-------- Data to process --------

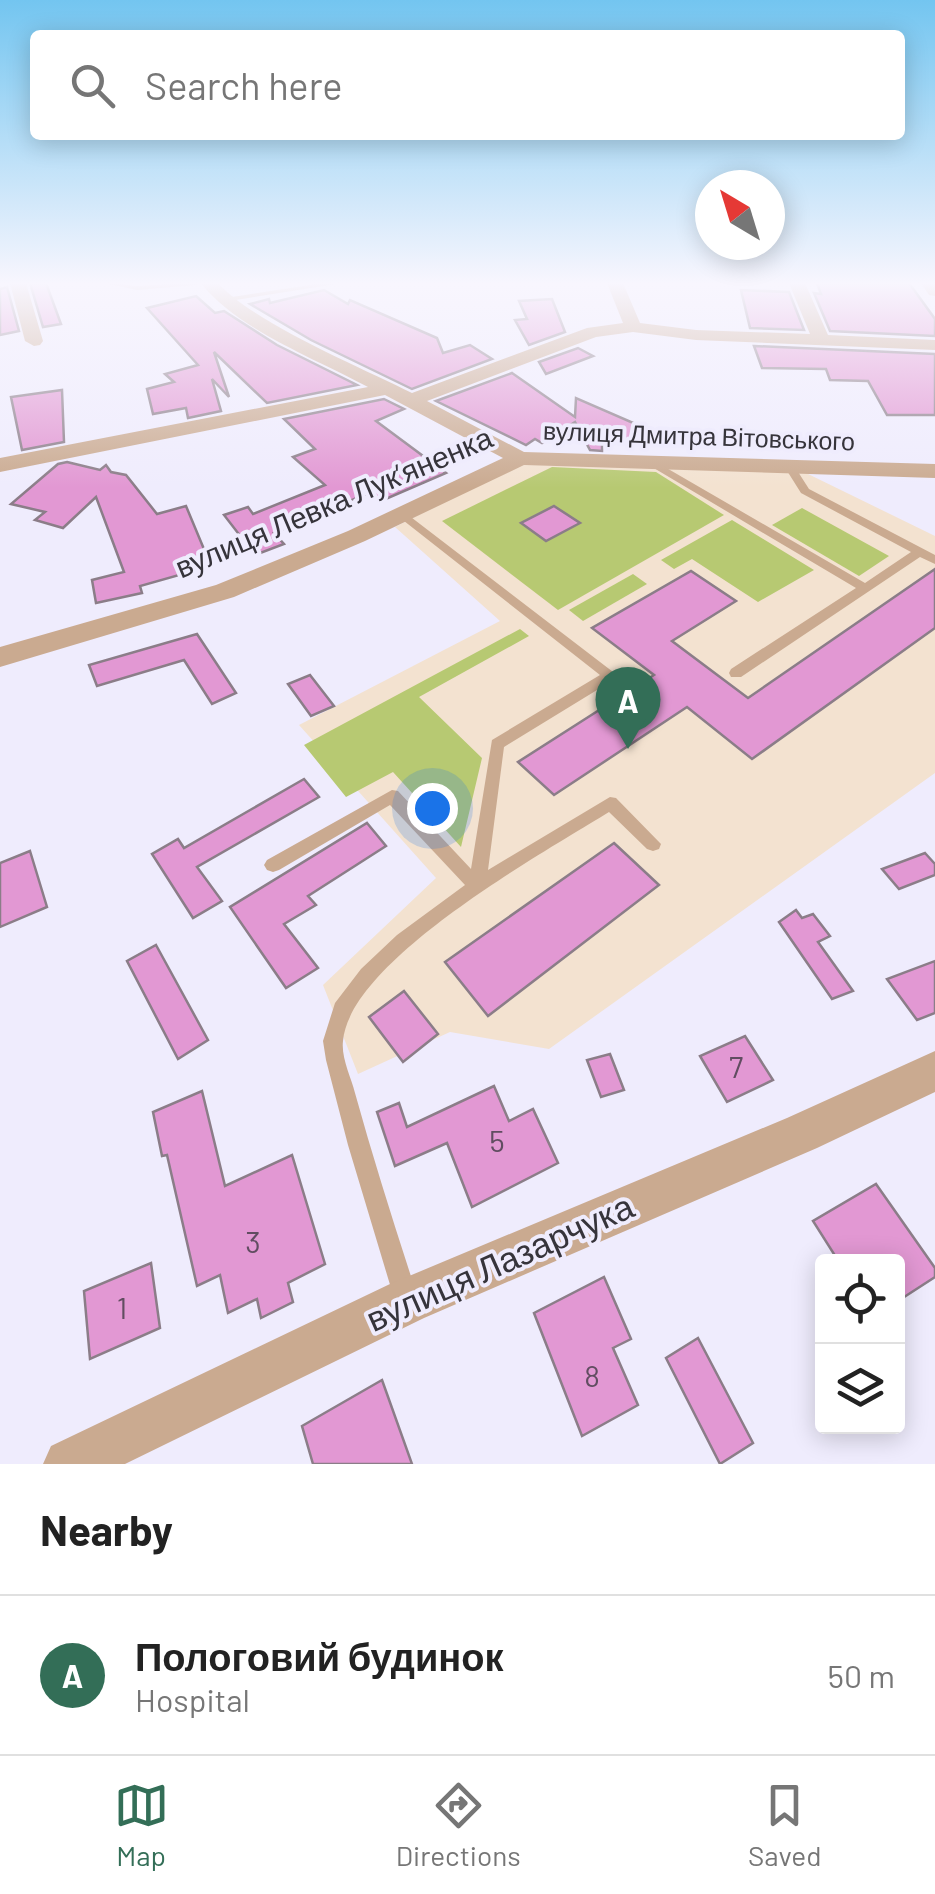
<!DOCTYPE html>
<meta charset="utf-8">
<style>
:root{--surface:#fff;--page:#f6f6f6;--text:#222;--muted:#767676;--line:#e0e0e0;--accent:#336e57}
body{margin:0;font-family:Barlow,sans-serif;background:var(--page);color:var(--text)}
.controls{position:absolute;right:30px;bottom:30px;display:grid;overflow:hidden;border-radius:10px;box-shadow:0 5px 25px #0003}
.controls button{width:90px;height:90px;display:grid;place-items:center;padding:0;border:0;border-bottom:2px solid var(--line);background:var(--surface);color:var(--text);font:50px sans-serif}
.compass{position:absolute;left:695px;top:170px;width:90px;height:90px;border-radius:50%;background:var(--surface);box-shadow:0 5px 25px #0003;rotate:322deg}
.you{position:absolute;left:432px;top:808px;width:35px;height:35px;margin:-25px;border:8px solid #fff;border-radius:50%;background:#1a73e8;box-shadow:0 0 0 15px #1a73e833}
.badge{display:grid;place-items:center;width:65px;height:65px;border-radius:50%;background:var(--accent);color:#fff;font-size:32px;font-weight:700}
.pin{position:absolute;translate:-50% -82px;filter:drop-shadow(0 2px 5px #0008)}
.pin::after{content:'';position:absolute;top:52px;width:35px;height:30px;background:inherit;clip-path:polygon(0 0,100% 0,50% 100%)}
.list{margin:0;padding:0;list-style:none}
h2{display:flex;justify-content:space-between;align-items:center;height:130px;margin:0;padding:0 40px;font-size:42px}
h2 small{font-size:32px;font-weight:400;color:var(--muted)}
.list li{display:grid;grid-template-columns:65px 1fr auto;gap:30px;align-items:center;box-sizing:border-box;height:160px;padding:0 40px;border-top:2px solid var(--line)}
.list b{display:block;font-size:38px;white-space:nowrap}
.list p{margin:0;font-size:32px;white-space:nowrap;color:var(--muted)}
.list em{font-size:32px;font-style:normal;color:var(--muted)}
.icon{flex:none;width:55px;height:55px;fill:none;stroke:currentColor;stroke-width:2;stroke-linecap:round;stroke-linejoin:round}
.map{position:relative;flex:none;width:935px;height:1464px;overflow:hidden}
.search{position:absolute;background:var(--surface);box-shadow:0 5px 25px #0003;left:30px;right:30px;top:30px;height:110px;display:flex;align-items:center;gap:25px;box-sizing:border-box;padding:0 35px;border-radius:10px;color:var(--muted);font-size:38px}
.sheet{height:290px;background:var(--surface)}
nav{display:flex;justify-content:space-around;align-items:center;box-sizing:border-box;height:140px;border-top:2px solid var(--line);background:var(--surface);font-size:28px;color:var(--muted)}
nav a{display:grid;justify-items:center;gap:5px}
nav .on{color:var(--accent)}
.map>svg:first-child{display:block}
.medical{fill:#f3e2d0}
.green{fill:#b7c972}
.building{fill:#e298d3;stroke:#8b7d88;stroke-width:2.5}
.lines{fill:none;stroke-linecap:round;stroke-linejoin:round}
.lane{fill:#caaa90;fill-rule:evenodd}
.street{fill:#caaa90;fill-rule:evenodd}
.labels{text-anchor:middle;stroke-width:8;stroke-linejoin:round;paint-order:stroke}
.far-street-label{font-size:25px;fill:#36343b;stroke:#efecfd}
.street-label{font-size:30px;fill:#36343b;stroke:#efecfd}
.near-number-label{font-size:30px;fill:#614d61}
.near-street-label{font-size:35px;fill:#36343b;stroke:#efecfd}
</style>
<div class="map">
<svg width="935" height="1464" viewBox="0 0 935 1464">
<rect width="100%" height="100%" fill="#efecfd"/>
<!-- medical -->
<path class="medical" d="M522 462 804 472 935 536V773L549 1049 450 1032 358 1074 323 985 436 878 299 725 500 621 395 527Z"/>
<!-- green -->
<g class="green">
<path d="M552 467 656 472 724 515 558 610 442 521Z"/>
<path d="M802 508 889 556 859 576 772 525Z"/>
<path d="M732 520 814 570 758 602 692 559 674 569 661 560Z"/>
<path d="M633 574 647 584 583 621 569 610Z"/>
<path d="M520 629 529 636 419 697 482 758 461 847 393 772 346 797 304 745Z"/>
</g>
<!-- building -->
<g class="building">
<path d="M30 283H46L61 324 43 327Z"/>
<path d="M817 283H909L935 319V336L830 331 814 293 821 294Z"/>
<path d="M7 287 19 331 0 335V289Z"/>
<path d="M324 290 348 304 350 300 437 338 443 353 470 345 492 359 412 389 311 340 250 304 269 299 270 303Z"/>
<path d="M741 290 789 292 804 330 750 328Z"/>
<path d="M196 296 215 313 224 311 277 345 357 385 267 403 214 352 229 397 212 379 221 411 188 418 186 408 153 414 147 389 174 382 165 374 198 365 147 308Z"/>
<path d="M552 299 565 332 529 345 515 320 527 319 519 301Z"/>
<path d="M754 346 935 354V415H887L868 381 830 380 826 369 762 368Z"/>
<path d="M578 348 593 356 546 374 539 362Z"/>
<path d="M512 373 575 417 576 398 677 442H602V451L590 450 575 422 542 443 535 439 526 445 436 401Z"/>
<path d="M62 390 64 442 22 450 11 397Z"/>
<path d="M384 399 404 409 376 421 446 473 381 501 371 492 274 533 284 544 255 555 224 515 248 507 253 514 325 485 293 457 315 449 284 419Z"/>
<path d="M67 462 100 470 106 465 111 472 126 475 157 514 186 506 211 566 140 586 142 593 96 603 92 580 124 572 96 497 63 528 35 520 45 512 11 504 58 464Z"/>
<path d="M554 506 580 523 546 541 521 523Z"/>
<path d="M935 569V628L752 759 687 707 554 795 518 762 654 675 592 628 691 571 736 601 672 641 748 698Z"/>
<path d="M197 634 236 693 212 704 184 660 97 686 89 665Z"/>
<path d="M310 675 334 706 311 716 288 684Z"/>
<path d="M304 779 319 797 197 867 222 901 193 918 152 854 178 839 184 848Z"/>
<path d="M367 823 386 846 308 896 316 905 284 924 318 968 286 988 230 907Z"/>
<path d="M614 843 659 885 488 1016 445 962Z"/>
<path d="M30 851 47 907 0 927V863Z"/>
<path d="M925 853 935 864V875L899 889 882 869Z"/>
<path d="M796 910 802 918 813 914 830 936 818 942 853 991 832 999 779 922Z"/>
<path d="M156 945 208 1040 178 1059 127 961Z"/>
<path d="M935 961V1013L917 1020 887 979Z"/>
<path d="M404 991 438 1034 403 1062 369 1017Z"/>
<path d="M745 1036 773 1080 727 1102 700 1056Z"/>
<path d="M610 1054 624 1090 601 1097 587 1060Z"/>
<path d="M494 1086 509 1121 533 1109 558 1163 472 1207 447 1143 395 1166 377 1112 399 1103 407 1127Z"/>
<path d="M202 1091 225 1186 292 1155 325 1264 288 1283 293 1302 261 1318 257 1299 228 1313 220 1275 197 1286 167 1155 162 1156 153 1112Z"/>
<path d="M876 1184 935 1268V1277L898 1301V1262H839L813 1221Z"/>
<path d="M151 1263 160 1328 90 1359 84 1291Z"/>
<path d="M604 1277 631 1339 613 1348 638 1405 582 1436 534 1313Z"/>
<path d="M698 1338 753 1443 720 1464 666 1358Z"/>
<path d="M382 1380 412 1464H313L302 1426Z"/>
</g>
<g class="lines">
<!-- lane -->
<g class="lane">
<path d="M105 283 137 286 199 283 195 285 137 290Z"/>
<path d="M323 283H342L223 302 219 299Z"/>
<path d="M651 459 865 583 911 552 801 493 784 466 793 464 809 489 935 555V564L920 557 741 677H731L729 673 731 669 856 588 647 464V460Z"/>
<path d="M403 511 617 675 615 679 504 747 488 870 610 797 616 798 661 844 659 849 653 851 647 849 609 812C543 853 350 960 343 1041 341 1058 351 1077 355 1093 374 1162 396 1230 418 1298L414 1306 406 1310 398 1306 394 1298 348 1145 326 1060 323 1041 335 1003 361 969 397 935 465 885 390 805 279 870 273 872 267 870 264 865 267 860 392 790 398 791 471 869 492 740 600 675 399 517 397 515Z"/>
</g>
<!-- street -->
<g class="street">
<path d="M10 283H26L43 341 40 345 34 346 25 341Z"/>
<path d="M201 283H218C254 323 360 367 412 393L587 328 623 323 607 283H623L640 323 696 330 810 334 789 283H805L828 335 935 340V350L696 340 633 332 596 337 427 401 524 452 935 464V478L524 465 365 541 234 597 0 667V647L216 585 348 531 503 458 385 395 0 472V458L368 387C317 359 236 329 201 283Z"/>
<path d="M921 283H935V296L929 295Z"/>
<path d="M935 1051V1092L817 1148 424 1318 125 1464H43L51 1446 390 1284 787 1118Z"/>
</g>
</g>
<!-- sky -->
<linearGradient id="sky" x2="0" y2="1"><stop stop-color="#73c5f0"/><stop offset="0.58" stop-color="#f8f6fe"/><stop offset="1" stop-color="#f8f6fe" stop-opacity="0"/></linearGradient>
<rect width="935" height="488" fill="url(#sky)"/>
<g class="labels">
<!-- far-street labels -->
<g class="far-street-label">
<text transform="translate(699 436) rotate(2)" y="9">вулиця Дмитра Вітовського</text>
</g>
<!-- street labels -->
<g class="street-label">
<text transform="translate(334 503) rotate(-23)" y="10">вулиця Левка Лукʼяненка</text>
</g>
<!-- near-number labels -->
<g class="near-number-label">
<text x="736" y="1078">7</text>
<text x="497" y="1152">5</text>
<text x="253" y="1253">3</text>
<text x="122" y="1319">1</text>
<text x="592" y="1387">8</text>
</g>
<!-- near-street labels -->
<g class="near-street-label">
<text transform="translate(500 1263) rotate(-24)" y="12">вулиця Лазарчука</text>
</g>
</g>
</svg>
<div class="controls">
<button><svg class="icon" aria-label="locate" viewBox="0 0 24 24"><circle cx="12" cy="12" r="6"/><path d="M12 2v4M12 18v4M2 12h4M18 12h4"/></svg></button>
<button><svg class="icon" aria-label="layers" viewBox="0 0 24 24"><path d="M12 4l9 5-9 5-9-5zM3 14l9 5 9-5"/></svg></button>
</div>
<svg class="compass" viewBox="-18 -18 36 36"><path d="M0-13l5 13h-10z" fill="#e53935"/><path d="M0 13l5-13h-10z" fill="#767676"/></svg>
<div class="you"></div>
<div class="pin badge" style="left:628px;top:749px">A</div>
<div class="search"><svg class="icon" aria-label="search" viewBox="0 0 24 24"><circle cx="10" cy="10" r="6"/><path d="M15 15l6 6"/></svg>Search here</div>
</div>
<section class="sheet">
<h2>Nearby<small></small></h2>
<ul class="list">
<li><span class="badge">A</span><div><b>Пологовий будинок</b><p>Hospital</p></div><em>50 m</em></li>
</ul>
</section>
<nav>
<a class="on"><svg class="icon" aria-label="map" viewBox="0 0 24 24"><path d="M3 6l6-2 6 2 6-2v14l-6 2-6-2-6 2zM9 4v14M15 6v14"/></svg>Map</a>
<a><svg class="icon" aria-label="directions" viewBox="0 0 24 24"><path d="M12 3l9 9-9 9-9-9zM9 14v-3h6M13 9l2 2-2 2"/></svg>Directions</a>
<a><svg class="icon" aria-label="saved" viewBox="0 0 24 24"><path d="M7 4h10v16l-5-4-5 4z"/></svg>Saved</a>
</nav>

--------

**Work to complete**
Within the records, filter for lines that contain the word "evenodd" and show each one.

**Reply to the exercise**
.lane{fill:#caaa90;fill-rule:evenodd}
.street{fill:#caaa90;fill-rule:evenodd}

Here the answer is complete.